This urgent warning was issued by the International Renewable Energy Agency (IRENA) during its final ministerial meeting ahead of the upcoming United Nations climate summit in Azerbaijan, COP29, where financing for climate action will be a primary focus.
At COP28 in Dubai, countries committed to collectively tripling global renewable energy capacity and doubling energy-saving initiatives by 2030. These pledges were viewed as essential to limiting global warming in alignment with the Paris Agreement.
However, IRENA’s first progress assessment, released on Friday, paints a bleak picture. It indicates that countries are on track to achieve only half of the renewable power growth needed to meet the tripling target.
To bridge this gap, IRENA emphasizes the necessity for stronger policies, streamlined permitting processes, and modernized power grids, alongside a dramatic increase in investment. While investment in renewables hit a record $570 billion last year, IRENA estimates that $1.5 trillion annually is required.

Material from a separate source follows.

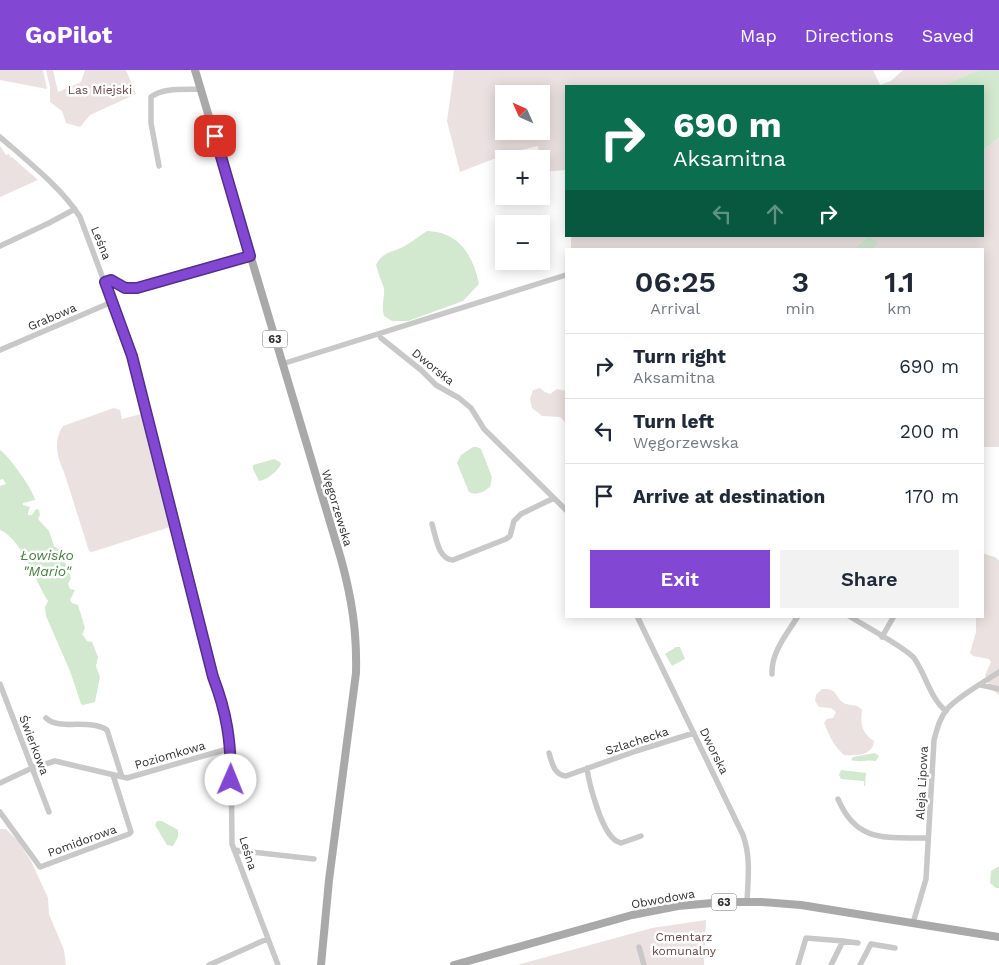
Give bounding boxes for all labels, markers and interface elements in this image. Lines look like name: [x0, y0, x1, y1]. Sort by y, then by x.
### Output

Additionally, spending on energy efficiency measures must rise seven-fold, from $323 billion last year to $2.2 trillion each year.
To meet both COP28 targets, a total investment of $31.5 trillion in renewables, grids, energy efficiency, and related measures is required by 2030, according to IRENA.
These findings are expected to strengthen developing countries' calls for significantly increased financial support. IRENA's assessment arrives just before COP29, where nations aim to establish a new collective financial target for climate action—especially for transitioning from fossil fuels to renewables in developing regions.
Some proposals suggest replacing the existing target of $100 billion a year with figures as high as $1.3 trillion. However, developed countries and the European Union argue that any substantial increase in public funding necessitates contributions from emerging economies like China, stressing that the bulk of investments should come from the private sector rather than national budgets.
IRENA emphasizes the need for a "major scale-up" of both public and private financing to boost investment in developing countries.